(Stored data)
______

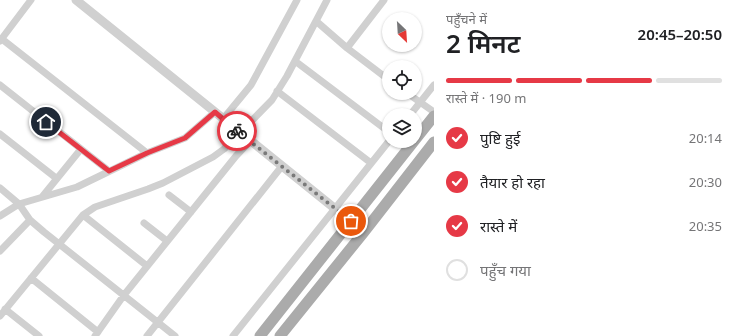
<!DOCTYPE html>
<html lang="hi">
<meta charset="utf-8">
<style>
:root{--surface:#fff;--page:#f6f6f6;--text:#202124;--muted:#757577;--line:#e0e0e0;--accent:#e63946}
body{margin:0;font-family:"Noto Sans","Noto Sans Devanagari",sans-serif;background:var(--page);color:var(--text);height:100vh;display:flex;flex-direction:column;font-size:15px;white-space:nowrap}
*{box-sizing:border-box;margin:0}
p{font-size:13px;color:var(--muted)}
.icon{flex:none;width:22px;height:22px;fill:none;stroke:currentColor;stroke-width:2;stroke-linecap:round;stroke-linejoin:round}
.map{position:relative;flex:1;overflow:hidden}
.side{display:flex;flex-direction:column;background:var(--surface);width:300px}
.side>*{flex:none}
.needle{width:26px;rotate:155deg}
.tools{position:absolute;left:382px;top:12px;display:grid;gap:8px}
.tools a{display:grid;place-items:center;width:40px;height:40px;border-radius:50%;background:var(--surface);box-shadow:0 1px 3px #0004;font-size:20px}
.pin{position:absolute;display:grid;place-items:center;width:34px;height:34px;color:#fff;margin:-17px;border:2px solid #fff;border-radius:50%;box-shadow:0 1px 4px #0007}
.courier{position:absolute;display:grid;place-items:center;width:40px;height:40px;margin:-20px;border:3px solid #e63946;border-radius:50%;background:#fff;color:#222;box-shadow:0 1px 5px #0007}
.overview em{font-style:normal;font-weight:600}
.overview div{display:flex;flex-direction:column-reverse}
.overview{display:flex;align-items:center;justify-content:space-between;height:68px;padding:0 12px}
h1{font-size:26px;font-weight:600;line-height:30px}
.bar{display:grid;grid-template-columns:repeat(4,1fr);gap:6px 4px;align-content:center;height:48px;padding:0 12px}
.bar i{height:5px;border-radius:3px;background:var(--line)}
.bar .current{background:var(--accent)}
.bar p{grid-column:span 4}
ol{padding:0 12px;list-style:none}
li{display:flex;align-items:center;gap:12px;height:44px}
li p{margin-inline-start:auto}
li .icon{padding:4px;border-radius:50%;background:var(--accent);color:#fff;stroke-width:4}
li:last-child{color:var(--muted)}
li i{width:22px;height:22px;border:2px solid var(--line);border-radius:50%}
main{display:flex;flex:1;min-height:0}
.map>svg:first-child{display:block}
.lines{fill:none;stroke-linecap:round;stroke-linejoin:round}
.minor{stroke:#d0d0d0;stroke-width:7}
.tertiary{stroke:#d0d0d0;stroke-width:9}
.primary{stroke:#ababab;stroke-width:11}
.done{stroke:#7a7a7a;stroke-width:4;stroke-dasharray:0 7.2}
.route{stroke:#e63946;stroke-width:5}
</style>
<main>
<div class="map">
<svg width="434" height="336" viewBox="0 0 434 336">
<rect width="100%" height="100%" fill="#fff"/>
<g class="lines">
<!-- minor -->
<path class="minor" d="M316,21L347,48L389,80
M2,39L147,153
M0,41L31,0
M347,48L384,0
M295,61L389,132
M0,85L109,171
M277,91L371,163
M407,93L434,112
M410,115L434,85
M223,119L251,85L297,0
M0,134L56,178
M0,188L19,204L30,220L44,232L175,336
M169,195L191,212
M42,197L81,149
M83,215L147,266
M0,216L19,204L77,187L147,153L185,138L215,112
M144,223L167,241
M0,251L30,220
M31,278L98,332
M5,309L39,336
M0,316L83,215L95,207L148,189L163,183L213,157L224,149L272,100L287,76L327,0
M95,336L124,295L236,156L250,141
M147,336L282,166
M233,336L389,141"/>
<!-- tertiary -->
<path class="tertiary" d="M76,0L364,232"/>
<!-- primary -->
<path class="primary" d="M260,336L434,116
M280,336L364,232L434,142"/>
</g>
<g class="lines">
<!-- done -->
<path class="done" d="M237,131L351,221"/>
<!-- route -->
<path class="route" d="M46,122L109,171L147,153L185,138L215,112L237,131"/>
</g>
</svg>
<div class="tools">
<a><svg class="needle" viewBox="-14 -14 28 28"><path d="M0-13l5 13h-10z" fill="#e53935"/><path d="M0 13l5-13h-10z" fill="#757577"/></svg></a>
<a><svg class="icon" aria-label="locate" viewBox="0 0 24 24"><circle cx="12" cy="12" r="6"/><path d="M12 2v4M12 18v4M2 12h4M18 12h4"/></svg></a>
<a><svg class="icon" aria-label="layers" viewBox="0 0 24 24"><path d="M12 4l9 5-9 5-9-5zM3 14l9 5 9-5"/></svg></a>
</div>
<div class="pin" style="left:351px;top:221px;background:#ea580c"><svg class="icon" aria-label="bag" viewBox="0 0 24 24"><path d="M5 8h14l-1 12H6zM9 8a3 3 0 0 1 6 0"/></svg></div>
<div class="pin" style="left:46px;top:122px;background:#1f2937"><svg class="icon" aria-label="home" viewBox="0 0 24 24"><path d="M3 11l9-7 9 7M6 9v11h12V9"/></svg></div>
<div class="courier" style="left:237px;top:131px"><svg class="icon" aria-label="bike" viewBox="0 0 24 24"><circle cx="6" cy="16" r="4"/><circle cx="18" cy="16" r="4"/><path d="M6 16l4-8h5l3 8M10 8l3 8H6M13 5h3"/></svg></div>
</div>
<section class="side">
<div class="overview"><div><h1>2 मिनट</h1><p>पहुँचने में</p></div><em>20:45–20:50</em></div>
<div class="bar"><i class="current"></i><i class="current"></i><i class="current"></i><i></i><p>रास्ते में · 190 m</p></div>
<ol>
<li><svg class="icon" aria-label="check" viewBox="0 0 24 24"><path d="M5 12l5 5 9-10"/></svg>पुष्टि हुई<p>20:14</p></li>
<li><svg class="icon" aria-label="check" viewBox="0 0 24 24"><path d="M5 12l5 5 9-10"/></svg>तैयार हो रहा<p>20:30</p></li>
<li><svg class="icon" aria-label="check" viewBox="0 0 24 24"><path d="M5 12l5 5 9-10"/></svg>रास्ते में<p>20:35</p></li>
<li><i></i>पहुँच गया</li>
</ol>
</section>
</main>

______

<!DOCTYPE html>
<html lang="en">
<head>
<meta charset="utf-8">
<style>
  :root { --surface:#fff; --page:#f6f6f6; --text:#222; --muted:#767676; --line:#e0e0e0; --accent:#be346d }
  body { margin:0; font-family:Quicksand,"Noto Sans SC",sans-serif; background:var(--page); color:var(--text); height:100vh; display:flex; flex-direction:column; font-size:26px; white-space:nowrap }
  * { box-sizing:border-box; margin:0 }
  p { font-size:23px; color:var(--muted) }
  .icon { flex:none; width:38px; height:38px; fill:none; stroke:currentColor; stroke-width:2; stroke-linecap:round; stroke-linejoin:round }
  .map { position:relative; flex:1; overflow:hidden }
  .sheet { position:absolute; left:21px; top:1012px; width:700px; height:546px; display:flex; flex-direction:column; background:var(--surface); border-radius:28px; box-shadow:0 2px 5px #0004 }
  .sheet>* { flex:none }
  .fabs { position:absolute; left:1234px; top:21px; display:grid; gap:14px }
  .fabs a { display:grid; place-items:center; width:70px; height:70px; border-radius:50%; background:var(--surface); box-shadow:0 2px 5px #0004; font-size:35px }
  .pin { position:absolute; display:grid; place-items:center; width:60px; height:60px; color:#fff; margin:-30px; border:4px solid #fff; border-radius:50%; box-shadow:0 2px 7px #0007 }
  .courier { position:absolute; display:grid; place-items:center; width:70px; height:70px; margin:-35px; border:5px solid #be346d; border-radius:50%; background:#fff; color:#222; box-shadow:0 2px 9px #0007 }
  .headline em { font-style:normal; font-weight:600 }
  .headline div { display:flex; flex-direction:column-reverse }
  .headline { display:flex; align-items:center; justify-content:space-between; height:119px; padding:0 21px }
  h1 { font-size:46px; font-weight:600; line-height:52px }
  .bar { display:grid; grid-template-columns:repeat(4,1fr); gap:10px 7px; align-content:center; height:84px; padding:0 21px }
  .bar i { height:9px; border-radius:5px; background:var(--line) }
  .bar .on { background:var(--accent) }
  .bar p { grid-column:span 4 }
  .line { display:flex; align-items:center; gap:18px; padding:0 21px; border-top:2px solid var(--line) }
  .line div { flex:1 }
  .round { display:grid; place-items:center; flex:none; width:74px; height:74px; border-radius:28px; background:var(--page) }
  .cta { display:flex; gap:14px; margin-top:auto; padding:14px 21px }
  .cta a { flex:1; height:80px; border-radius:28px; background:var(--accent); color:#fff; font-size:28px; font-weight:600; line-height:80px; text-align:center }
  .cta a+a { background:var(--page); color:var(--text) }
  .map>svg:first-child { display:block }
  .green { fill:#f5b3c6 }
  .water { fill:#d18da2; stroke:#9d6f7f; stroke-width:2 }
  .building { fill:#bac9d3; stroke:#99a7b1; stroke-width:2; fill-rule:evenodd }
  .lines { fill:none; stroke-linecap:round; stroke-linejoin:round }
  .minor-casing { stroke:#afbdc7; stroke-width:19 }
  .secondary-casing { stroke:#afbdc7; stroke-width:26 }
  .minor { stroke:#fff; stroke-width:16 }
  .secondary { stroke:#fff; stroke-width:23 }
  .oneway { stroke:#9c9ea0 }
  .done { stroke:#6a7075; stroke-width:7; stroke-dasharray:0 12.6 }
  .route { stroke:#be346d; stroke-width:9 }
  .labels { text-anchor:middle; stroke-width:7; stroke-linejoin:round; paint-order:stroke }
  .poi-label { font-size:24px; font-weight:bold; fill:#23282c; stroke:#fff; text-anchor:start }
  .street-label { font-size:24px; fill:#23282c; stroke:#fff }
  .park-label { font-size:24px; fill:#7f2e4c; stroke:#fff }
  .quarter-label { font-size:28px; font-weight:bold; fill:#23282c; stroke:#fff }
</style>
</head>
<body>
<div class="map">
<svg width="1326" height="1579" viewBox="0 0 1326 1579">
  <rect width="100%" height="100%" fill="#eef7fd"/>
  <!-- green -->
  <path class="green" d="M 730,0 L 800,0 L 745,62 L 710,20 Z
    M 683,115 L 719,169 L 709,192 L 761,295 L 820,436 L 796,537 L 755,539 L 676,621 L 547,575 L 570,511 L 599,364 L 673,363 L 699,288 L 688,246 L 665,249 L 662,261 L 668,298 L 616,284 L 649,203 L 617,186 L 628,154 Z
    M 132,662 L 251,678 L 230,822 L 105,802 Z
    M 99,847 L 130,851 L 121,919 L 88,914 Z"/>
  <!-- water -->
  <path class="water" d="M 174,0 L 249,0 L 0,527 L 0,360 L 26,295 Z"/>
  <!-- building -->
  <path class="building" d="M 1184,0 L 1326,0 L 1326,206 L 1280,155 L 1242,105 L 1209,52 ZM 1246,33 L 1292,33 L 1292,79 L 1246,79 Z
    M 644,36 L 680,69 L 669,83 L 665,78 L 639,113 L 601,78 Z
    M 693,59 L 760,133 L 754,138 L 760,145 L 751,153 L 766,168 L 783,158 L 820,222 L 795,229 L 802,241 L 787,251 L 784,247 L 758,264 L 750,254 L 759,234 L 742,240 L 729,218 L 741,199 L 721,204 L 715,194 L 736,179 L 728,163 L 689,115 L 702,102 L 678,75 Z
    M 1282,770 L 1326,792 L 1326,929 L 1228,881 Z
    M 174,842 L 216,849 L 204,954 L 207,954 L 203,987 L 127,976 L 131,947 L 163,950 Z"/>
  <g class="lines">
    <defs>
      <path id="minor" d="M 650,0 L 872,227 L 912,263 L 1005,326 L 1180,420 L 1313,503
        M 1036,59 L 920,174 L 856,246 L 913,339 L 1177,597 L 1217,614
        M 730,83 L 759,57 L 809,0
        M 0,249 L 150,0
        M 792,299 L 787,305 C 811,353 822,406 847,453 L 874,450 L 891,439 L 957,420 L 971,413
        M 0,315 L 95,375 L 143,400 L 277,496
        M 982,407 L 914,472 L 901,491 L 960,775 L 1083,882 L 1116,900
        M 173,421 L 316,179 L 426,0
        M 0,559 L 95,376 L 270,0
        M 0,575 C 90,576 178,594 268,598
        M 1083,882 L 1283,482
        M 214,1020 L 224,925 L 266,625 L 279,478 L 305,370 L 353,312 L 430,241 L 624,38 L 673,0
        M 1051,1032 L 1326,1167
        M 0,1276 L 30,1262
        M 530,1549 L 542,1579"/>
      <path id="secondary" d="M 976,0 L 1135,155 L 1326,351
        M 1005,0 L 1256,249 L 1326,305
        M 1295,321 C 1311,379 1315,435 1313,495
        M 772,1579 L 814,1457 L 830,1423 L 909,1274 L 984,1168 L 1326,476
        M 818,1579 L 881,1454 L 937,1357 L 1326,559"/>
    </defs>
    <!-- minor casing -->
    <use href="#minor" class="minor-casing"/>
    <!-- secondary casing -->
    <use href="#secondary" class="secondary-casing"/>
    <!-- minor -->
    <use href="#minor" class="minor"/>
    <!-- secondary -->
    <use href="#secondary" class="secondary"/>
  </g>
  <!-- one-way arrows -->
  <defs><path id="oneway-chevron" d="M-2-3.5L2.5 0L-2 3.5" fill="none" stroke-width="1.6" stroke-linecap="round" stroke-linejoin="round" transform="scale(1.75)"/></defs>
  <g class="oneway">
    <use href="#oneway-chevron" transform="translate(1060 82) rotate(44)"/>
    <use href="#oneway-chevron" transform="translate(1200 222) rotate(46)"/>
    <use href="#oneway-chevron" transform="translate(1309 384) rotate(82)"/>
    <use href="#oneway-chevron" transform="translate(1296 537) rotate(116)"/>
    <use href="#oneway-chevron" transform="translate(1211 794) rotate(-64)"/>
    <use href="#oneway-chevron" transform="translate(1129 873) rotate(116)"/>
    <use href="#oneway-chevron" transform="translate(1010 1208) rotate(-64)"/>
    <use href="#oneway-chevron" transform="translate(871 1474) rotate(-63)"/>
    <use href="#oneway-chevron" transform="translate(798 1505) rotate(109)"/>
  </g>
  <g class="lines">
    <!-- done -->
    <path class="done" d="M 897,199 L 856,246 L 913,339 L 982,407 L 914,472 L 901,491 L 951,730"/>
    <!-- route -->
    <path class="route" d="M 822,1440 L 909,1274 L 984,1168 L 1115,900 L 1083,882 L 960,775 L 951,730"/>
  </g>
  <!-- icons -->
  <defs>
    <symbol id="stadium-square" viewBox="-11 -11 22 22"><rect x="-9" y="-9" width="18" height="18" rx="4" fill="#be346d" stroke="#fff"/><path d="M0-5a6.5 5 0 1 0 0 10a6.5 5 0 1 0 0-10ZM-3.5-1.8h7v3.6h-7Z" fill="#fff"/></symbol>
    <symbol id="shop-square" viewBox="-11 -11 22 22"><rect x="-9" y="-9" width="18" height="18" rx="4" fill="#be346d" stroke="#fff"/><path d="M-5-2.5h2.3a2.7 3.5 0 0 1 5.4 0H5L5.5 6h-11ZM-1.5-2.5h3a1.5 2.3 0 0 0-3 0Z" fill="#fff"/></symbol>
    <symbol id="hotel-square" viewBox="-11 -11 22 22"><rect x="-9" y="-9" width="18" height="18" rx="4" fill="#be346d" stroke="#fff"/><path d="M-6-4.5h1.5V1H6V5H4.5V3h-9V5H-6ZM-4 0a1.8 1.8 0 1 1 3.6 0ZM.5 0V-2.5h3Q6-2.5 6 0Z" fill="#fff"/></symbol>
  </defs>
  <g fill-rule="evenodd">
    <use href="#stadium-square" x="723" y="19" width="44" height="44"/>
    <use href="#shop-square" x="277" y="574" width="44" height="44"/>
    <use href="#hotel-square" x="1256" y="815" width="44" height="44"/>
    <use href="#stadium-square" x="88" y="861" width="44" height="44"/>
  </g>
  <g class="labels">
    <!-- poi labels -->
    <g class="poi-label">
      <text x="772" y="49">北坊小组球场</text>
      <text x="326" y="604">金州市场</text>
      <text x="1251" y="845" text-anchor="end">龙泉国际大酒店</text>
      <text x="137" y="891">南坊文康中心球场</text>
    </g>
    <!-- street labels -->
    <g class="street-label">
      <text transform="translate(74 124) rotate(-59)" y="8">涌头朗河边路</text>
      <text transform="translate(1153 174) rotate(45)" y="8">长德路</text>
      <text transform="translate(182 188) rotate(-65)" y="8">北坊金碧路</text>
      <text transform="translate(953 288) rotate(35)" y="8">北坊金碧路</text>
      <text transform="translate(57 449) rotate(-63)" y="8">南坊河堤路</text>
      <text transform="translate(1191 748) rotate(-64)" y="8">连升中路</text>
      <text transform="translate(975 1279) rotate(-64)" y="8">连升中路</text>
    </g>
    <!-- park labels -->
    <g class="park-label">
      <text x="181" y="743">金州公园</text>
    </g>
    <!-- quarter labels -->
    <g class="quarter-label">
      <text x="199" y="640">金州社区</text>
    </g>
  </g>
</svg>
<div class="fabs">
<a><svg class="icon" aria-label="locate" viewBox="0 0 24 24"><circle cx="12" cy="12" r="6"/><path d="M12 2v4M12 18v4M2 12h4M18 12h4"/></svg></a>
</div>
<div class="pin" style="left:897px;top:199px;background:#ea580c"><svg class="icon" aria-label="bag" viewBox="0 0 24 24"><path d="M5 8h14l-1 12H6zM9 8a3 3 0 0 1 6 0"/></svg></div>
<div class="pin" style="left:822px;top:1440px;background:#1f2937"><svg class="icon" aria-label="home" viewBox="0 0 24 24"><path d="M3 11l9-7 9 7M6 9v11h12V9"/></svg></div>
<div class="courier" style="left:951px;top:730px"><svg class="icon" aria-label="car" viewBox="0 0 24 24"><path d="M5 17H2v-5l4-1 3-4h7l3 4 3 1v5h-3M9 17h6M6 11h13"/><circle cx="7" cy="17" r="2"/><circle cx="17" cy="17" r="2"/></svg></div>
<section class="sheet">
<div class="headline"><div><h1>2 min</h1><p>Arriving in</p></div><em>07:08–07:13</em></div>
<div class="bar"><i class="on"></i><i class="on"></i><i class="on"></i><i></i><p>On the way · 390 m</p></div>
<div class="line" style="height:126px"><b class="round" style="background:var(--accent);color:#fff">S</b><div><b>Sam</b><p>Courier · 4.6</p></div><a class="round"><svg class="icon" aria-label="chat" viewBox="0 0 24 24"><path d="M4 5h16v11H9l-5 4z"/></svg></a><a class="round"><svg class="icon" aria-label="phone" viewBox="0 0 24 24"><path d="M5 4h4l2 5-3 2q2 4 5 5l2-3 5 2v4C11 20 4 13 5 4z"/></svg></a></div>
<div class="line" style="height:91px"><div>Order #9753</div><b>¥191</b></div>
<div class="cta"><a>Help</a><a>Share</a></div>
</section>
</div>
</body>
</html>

______

> TASK ITEM:
Among the lines of the records above, count those holding the string "evenodd", and report only the number.

> REPLY TO THE EXERCISE:
2